Under the existing provisions of the Income Tax Act (Canada) (the "Act"), where a non-resident vendor disposes of taxable Canadian property ("TCP"), other than "excluded property", section 116 of the Act requires the non-resident vendor to notify the Canada Revenue Agency ("CRA") of the disposition. Unless the vendor obtains a tax clearance certificate, the purchaser may become liable for the Canadian tax owing on the non-resident’s gain. Accordingly, a purchaser will generally protect itself by withholding and remitting a portion of the purchase price in respect of the non-resident vendor’s potential Canadian income tax liability.

In recent years, the section 116 compliance regime has been criticized as cumbersome and inefficient because it fails to take into account gains that are exempt from tax in Canada through the application of a bilateral tax treaty. Further, serious administrative backlogs in the length of time required by the CRA to review a transaction have had a negative impact on foreign investment in Canada. Non-resident vendors have faced long waiting periods, abundant paperwork and delays in receiving funds to which they are entitled.

The 2008 Budget seeks to streamline and simplify the compliance process, commencing with dispositions taking place after 2008. First, the Budget recognizes the impact of tax treaties by expanding the definition of "excluded property" to include "treaty-exempt property", the disposition of which is excused from the section 116 compliance process. A property will generally be considered "treaty-exempt property" if, at the time of disposition, the income or gain from the disposition of such property was exempt from tax in Canada by reason of the application of a tax treaty. Where the vendor and purchaser are related parties, the purchaser must notify the CRA of the sale within 30 days of the disposition.

The 2008 Budget also relieves purchasers of their liability to withhold and remit a portion of the purchase price where the purchaser concludes, after a "reasonable inquiry", that: i) the vendor is resident in a country with which Canada has a tax treaty; ii) the TCP would be "treaty-protected property" (as defined in section 248 of the Act) if the vendor were resident in that particular country; and iii) within 30 days of the acquisition, the purchaser notifies the CRA of the disposition in the prescribed form.

Finally, a related change exempts non-residents from the obligation to file Canadian income tax returns in respect of dispositions of TCP where: i) no tax is payable by the non-resident under Part 1 of the Act for the taxation year; ii) the non-resident is not liable to pay any amount under the Act in respect of a prior taxation year; and iii) each TCP disposed of by the non-resident in the year is either "excluded property" or a property in respect of which a clearance certificate has already been issued.

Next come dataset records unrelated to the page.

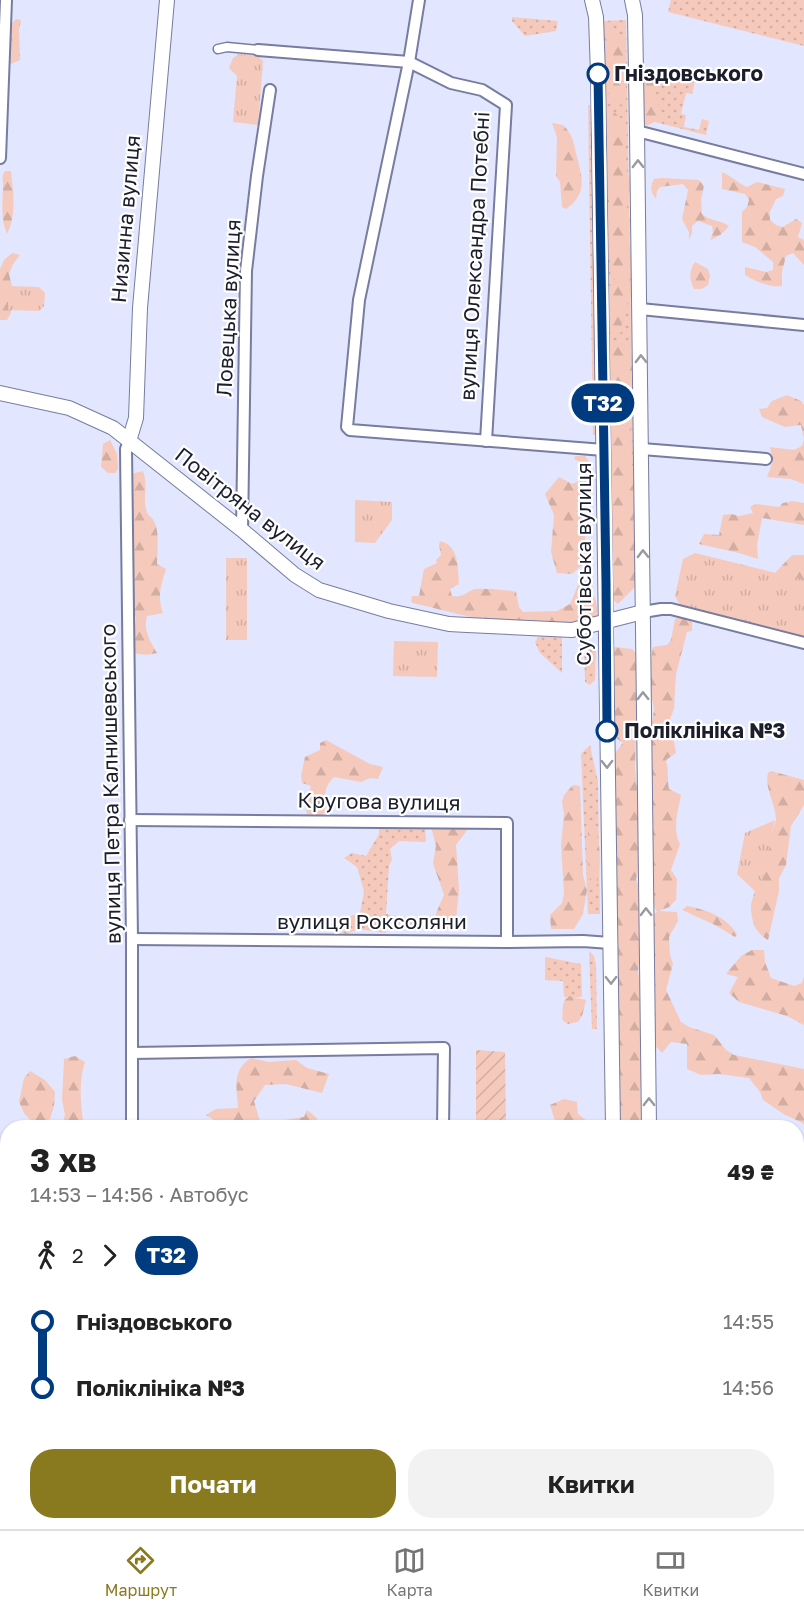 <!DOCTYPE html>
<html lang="uk">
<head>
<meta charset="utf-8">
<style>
  :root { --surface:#fff; --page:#f2f2f2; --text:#222; --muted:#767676; --line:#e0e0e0; --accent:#8a7a1f }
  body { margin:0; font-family:"Golos Text",sans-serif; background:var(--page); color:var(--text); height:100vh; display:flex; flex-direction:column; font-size:22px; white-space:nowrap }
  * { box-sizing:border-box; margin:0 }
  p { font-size:20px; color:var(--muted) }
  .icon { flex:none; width:33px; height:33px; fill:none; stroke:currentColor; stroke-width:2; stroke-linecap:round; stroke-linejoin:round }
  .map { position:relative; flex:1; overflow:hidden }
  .details { position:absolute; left:0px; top:1120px; width:804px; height:410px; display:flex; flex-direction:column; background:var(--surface); border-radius:24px 24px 0 0; box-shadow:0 2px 4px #0004 }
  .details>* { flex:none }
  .badge { padding:0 12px; border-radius:20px; font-size:21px; line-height:39px }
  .map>.badge { position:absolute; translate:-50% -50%; box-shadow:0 0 0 3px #fff }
  .legs { display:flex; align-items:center; gap:9px; height:66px; padding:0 30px; font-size:20px }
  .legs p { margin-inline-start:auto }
  .headline { display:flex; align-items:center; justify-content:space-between; height:102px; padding:0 30px }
  h1 { font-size:33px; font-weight:700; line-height:45px }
  .button { display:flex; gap:12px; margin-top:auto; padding:12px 30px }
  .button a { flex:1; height:69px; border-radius:24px; background:var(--accent); color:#fff; font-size:24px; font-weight:700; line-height:69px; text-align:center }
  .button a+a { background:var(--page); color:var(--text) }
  ul { padding:0 30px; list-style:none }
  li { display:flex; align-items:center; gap:21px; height:66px; font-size:22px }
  li i { display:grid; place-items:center; width:9px; height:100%; margin:0 8px; background:currentColor }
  li i::after { content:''; width:15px; height:15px; margin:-8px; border:4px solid; border-radius:50%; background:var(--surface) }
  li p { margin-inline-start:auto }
  li:first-child i { background:linear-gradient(#0000 50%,currentColor 0) }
  li:last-child i { background:linear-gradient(currentColor 50%,#0000 0) }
  .dock { display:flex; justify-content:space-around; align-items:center; height:84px; border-top:2px solid var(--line); background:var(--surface); font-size:16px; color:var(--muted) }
  .dock a { display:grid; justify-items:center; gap:3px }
  .dock .active { color:var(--accent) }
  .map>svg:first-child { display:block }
  .grass { fill:url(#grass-dots) }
  .forest { fill:url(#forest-firs) }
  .park { fill:url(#park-tufts) }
  .garden { fill:url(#garden-furrows) }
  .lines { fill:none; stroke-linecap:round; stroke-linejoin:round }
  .pedestrian-casing { stroke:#777ca0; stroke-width:11 }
  .minor-casing { stroke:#777ca0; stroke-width:14 }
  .tertiary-casing { stroke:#777ca0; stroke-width:16 }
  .pedestrian { stroke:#fff; stroke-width:8 }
  .minor { stroke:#fff; stroke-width:10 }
  .tertiary { stroke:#fff; stroke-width:14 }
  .oneway { stroke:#999aa0 }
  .line-1-casing { stroke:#fff; stroke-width:14 }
  .line-1 { stroke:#003b80; stroke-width:9 }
  .stop-1-dot { fill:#fff; stroke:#003b80; stroke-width:3 }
  .labels { text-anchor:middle; stroke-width:4.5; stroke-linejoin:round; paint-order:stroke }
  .stop-label { font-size:21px; font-weight:bold; fill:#1c1e2c; stroke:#fff; text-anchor:start }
  .street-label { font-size:21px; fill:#1c1e2c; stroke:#fff }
</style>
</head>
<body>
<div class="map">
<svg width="804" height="1529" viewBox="0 0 804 1529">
  <defs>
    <pattern id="grass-dots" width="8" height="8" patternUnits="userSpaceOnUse" patternTransform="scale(1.5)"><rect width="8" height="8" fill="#f5cabc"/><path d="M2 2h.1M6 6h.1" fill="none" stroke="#d1ada2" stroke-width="1.8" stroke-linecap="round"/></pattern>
    <pattern id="forest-firs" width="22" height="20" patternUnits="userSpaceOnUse" patternTransform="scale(1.5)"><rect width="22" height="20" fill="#f5cabc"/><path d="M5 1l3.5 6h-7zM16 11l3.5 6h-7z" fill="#d1ada2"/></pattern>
    <pattern id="park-tufts" width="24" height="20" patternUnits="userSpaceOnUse" patternTransform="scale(1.5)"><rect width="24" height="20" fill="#f5cabc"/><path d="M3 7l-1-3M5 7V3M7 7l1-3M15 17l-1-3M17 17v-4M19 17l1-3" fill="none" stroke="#d1ada2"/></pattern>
    <pattern id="garden-furrows" width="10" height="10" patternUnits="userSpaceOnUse" patternTransform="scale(1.5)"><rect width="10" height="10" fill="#f5cabc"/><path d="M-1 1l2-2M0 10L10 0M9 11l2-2" fill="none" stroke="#d1ada2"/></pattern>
  </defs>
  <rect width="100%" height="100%" fill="#e2e6fe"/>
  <!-- grass -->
  <g class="grass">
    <path d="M671,0h133v46l-136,-34z"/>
    <path d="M512,17l46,4 -2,10 -31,5 -13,-15z"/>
    <path d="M626,20l9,557 -25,1 -7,-557z"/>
    <path d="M655,74l40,7 -3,13 -6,-1 -5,21 5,1 -2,12 15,3 3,-11 7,2 -3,14 -51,-13z"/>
    <path d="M588,105h2l6,330h-3z"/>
    <path d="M555,635l7,2v36l-22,-20 -5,-11 3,-5z"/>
    <path d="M584,643l12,2 -1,35 -5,5 -5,-3z"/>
    <path d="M590,745l8,37 2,132h-12l-7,-160z"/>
    <path d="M379,825l46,1 1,16 -27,-1 -9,8 2,10 -3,7 -3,48 34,6 4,7 -37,-4 -1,10 -27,-4 -13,5 -10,-5 9,-11 15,-5 4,-22 -7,-24 -13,-9 8,-5 14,3 13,-22z"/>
    <path d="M589,951l5,5 2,9 1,64h-5z"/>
    <path d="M545,957l36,7 1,33h-18l-1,-16 -18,-1z"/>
  </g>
  <!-- forest -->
  <g class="forest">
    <path d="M16,19l5,1 -2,10 1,30 -9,4 -6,-8 4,-30z"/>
    <path d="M607,29l18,17 -1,12 3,7 -23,10 -2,-45z"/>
    <path d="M611,74l15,19v10l-4,2c-13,-7 -17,-13 -16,-28z"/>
    <path d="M644,81h10l7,38 -15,7 -4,-5 -6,-35z"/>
    <path d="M609,108l12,10 7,13 -3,10 2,30 4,14 -4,22 3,13 -1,24 5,27 -1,21 -10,21 -2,20 -8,4 -7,-18 -1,-25 10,-12 -7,-27 -2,-32v-12l3,-10 -6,-64 3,-17 -1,-10z"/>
    <path d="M552,123l11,2c8,8 10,14 12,24 5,23 16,43 -9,60l-4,-2 -2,-25 -4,-6 1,-39z"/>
    <path d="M5,171h6c2,22 6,44 -4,63 -7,-17 -4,-31 -4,-49 0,-6 -2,-8 2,-14z"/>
    <path d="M722,172c10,4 15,11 25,15l10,-5 28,7 -2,7 -7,3 -6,13v8l6,5 7,2 13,-8 6,4 -4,14 6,3v25l-11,-12 -7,3 -4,15v15c-11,2 -28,-5 -37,-11v-8l21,5 7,-2v-8l-18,-15 -13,-5v-30l5,-5 2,-7 -4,-6 -23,-5z"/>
    <path d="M661,178l38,2 5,6 -3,13 1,15c8,7 18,6 27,12 -6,7 -10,11 -19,14l3,-7 -1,-7 -14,-5 -6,5v7l-3,7v-8l-7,-13 6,-29 -5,-6 -23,3 -3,4 -1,8c-6,-8 -6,-12 -2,-20z"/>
    <path d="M12,253l8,2 -7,9 -4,10 4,16 -2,23 -4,7h-7v-51l4,-9z"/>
    <path d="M695,262l13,7 2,7 -2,9 -6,4h-8c-5,-10 -5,-19 1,-27z"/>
    <path d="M617,341l13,9 3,8 1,11 -6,8 -1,9 6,24 -5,48 6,10 2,49 -1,70 -17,17 -7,-6 -1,-49 1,-20 -4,-19v-39l6,-15 -2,-11v-32l-2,-12 -1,-51 2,-8z"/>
    <path d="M787,395l14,6 3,4v79l-13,-5 -24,-2 6,-16 -3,-14 24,3 8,-4 2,-7 -3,-14 -16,2 -23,-10 -3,-8 8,-1 5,-7z"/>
    <path d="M110,440l7,14 1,15 -3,4h-7l-7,-6 2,-23z"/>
    <path d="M575,456h10l6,8 -8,100 -11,10 -15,-1 -6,-21 3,-37 -9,-21 14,-17 13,7 8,-3 3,-14 -1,-4 -8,-4z"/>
    <path d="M143,471c5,13 0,25 3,38 1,7 5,7 8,12 6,12 3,30 3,43l9,5c-5,16 -9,28 -3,44l-16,3c-4,14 3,25 10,37l-10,2 -15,-2 4,-35 -7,-18 -2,-125z"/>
    <path d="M792,501l12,2v22l-42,-7 -5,27 1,14 -19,-6 -40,-9 5,-10 15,1 4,-20 8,-1 8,2 14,-3 -3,-6 6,-3 23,3 4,-4z"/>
    <path d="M440,541c19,4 18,27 19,43l-9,5 2,7c11,2 14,-4 23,-7 6,-1 35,1 41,3l3,15 4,5 34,-1 13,-7 8,-19c20,2 24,29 13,43l-100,-6 -78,-19 -2,-2 1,-5h7l5,-27 13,-6 -1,-3 5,-5 -2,-10z"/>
    <path d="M792,555h12v68l-30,-49z"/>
    <path d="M682,617l10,5v9l-5,1 -11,42 -2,35 -4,10 6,34 -10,7c3,10 1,19 3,29l12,6c-3,16 -9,34 -1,49l-9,26 6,9 -1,21 -7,7 -10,4 18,1 1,9 -9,16 1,18 3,9 -7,26 15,32 8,5 25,8 12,15 8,5 70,14v56l-3,-3 -16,-7 -22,-15 -3,-8 -11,-14 -30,-4 -18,1 -14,-6v-25l-16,-2 -9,11 -12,-13v-124l7,-4 -6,-12 -1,-38 3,-21 -4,-19 4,-36 -5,-11 -2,-16 8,-49 -6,-34 5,-29 14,-2 4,-5 4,-21z"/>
    <path d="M614,647l18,2 6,6 -3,114 4,39 1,54 -4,17 3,9 1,18 1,37 -3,28 3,18 2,92 -3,9 4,38h-23l-3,-26 1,-45 -3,-18 2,-18 -2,-18 -4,-246 11,-14 -7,-5 -4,-8 -2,-74z"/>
    <path d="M326,740l44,24 13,3 -5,12 -8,-1 -9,4 -27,-5c-12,11 -8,21 -9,36l-8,3 -10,-2 -1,-8 5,-20 -9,-3 -1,-7 4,-19 15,-7v-7z"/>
    <path d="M771,771l33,9v25l-13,21 -5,39 -7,13v13l-11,49c-14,-8 -17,-20 -17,-36l25,-84c0,-15 -12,-33 -8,-47z"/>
    <path d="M573,785l7,1 3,89 4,15 -4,24 -9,15h-23l-1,-14 12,-12 2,-10 -3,-48 3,-31 -2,-12 2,-7z"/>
    <path d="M592,822c11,21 9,49 3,71 -6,-17 -8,-30 -7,-47 1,-9 -2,-17 4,-24z"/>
    <path d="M465,826l3,3 -12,16 3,45 -4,39 -25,-2 14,-32 -11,-32 3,-17 -5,-19 19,1z"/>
    <path d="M687,906c20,4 38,10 50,28l-2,3 -20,-12 -33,-15z"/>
    <path d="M752,950h12l1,12 6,16 23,8 8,-3 2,-7v49l-17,-9 -48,-14 -10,-9 9,-16 -12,-3 15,-18z"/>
    <path d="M570,996l16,4 -4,16 -4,6 -10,2 -6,-4c2,-10 -2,-19 8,-24z"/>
    <path d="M75,1056l10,6c-7,19 -4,45 -1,66h-23l4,-13 -3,-15 2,-41z"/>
    <path d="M251,1058l18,4 27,-2 11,8 22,6 -7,19 -36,-9 -21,1 -11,16 8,27c-27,0 -33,2 -56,-13l10,-6 22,-1c-1,-20 -7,-37 13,-50z"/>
    <path d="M30,1071l15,9 10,12 -1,14 -4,13 -14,7 -12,-13 -5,-11 5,-24z"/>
    <path d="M564,1099l13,3 1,12 10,8 -7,6h-24l-7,-23z"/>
    <path d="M307,1110l10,8 -2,10h-46l-3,-5 38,-6z"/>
  </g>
  <!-- park -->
  <g class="park">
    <path d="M239,54l18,1 6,6 -5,64 -25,-3 4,-46 -8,-8 4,-10z"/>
    <path d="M8,286l31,1 6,6 -1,13 -5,5 -31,-1z"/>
    <path d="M355,500l37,2v18l-17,23 -20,-1z"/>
    <path d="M695,553l109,27v58l-123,-31 -6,-11 8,-37z"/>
    <rect x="226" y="558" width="21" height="82"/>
    <path d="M394,641l44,1 -1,35 -44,-1z"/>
    <path d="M775,820l-16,75 -22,-21 8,-41z"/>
  </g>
  <!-- garden -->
  <g class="garden">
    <path d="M476,1050l29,2 1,76h-30z"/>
    <path d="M804,1504v25h-83l21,-6 54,-1 1,-16z"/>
  </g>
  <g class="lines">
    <defs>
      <path id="pedestrian" d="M218,49l9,-2 31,3"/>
      <g id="minor">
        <path d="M419,0l-10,62 -50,238 -12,127 3,3 254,20"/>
        <path d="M258,50l151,12 42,21 31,7 24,15 -20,336"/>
        <path d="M637,131l167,43"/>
        <path d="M0,158l6,-158"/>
        <path d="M640,309l164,16"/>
        <path d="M129,441l-3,8 6,490v189"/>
        <path d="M642,449l124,10"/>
        <path d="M242,530l4,-259 11,-95 13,-86"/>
        <path d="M643,612l18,-3h10l133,34"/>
        <path d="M130,820l377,3v119"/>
        <path d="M132,939l375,3 76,-1 27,2"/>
        <path d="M132,1053l312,-5 -1,80"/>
        <path d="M0,1201l8,62"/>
        <path d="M0,1334l8,-1"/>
        <path d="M99,1529l1,-7"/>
      </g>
      <g id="tertiary">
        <path d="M592,0l4,17 2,57 15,1054"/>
        <path d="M632,0l3,15 2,116 12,997"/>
        <path d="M0,393l69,15 44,20 129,102 53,45 24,15 70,21 60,13 18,1 105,5 71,-18"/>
        <path d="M129,441l7,-23 4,-110 27,-308"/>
      </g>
    </defs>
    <!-- pedestrian casing -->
    <use href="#pedestrian" class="pedestrian-casing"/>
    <!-- minor casing -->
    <use href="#minor" class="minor-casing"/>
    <!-- tertiary casing -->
    <use href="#tertiary" class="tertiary-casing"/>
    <!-- pedestrian -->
    <use href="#pedestrian" class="pedestrian"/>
    <!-- minor -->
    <use href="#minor" class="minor"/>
    <!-- tertiary -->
    <use href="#tertiary" class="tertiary"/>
  </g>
  <!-- one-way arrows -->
  <defs><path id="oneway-chevron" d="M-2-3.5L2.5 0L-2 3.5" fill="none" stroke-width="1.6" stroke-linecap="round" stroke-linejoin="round" transform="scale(1.5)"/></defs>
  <g class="oneway">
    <use href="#oneway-chevron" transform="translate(638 164) rotate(-91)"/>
    <use href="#oneway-chevron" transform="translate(641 359) rotate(-91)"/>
    <use href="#oneway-chevron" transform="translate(643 554) rotate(-91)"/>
    <use href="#oneway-chevron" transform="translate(643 696) rotate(-91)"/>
    <use href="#oneway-chevron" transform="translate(607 764) rotate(89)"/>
    <use href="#oneway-chevron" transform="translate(646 912) rotate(-91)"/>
    <use href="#oneway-chevron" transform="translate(611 980) rotate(89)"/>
    <use href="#oneway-chevron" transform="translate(649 1102) rotate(-91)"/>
  </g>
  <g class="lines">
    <defs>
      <path id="line-1" d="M598,74l8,508 1,149"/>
    </defs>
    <!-- line-1 casing -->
    <use href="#line-1" class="line-1-casing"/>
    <!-- line-1 -->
    <use href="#line-1" class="line-1"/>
  </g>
  <!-- markers -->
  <g class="stop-1-dot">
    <circle cx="598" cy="74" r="10"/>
    <circle cx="607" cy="731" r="10"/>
  </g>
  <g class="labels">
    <!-- stop labels -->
    <g class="stop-label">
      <text x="614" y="81">Гніздовського</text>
      <text x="624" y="738">Поліклініка №3</text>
    </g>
    <!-- street labels -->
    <g class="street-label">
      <text transform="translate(126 219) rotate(-85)" y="7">Низинна вулиця</text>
      <text transform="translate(475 256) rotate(-87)" y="7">вулиця Олександра Потебні</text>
      <text transform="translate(229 308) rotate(-87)" y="7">Ловецька вулиця</text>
      <text transform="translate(250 509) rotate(38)" y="7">Повітряна вулиця</text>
      <text transform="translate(584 564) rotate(-90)" y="7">Суботівська вулиця</text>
      <text transform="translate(111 784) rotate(-91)" y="7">вулиця Петра Калнишевського</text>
      <text transform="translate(379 802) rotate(1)" y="7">Кругова вулиця</text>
      <text x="372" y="929">вулиця Роксоляни</text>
    </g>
  </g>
</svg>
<b class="badge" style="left:603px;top:403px;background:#003b80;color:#fff">Т32</b>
<section class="details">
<div class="headline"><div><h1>3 хв</h1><p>14:53 – 14:56 · Автобус</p></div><b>49 ₴</b></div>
<div class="legs"><svg class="icon" aria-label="walk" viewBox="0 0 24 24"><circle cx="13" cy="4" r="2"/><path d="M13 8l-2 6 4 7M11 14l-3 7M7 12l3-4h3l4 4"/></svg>2<svg class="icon" aria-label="forward" viewBox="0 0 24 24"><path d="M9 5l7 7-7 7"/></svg><b class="badge" style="background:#003b80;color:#fff">Т32</b></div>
<ul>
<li><i style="color:#003b80"></i><b>Гніздовського</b><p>14:55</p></li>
<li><i style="color:#003b80"></i><b>Поліклініка №3</b><p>14:56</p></li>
</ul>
<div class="button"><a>Почати</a><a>Квитки</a></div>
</section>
</div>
<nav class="dock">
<a class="active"><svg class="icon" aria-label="directions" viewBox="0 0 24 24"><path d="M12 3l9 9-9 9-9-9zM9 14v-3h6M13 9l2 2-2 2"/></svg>Маршрут</a>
<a><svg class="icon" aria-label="map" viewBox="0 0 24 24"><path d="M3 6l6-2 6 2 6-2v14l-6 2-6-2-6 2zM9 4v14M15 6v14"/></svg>Карта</a>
<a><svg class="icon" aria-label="tickets" viewBox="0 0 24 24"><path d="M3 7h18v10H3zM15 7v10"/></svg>Квитки</a>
</nav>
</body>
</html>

These measures are meant to alleviate the impediment to cross-border purchase and sale transactions created by the section 116 certification process, and to encourage foreign investment in Canada. However, as the proposals burden the purchaser with conducting a "reasonable inquiry" into whether the vendor is resident in a country with which Canada has a tax treaty, and whether the TCP would be "treaty-protected property", purchasers, particularly in arm’s length transactions, may nevertheless choose to err on the side of caution and continue to withhold tax and require a compliance certificate from the non-resident, given the dire consequences to the purchaser if he or she is mistaken in this inquiry.

The content of this article is intended to provide a general guide to the subject matter. Specialist advice should be sought about your specific circumstances.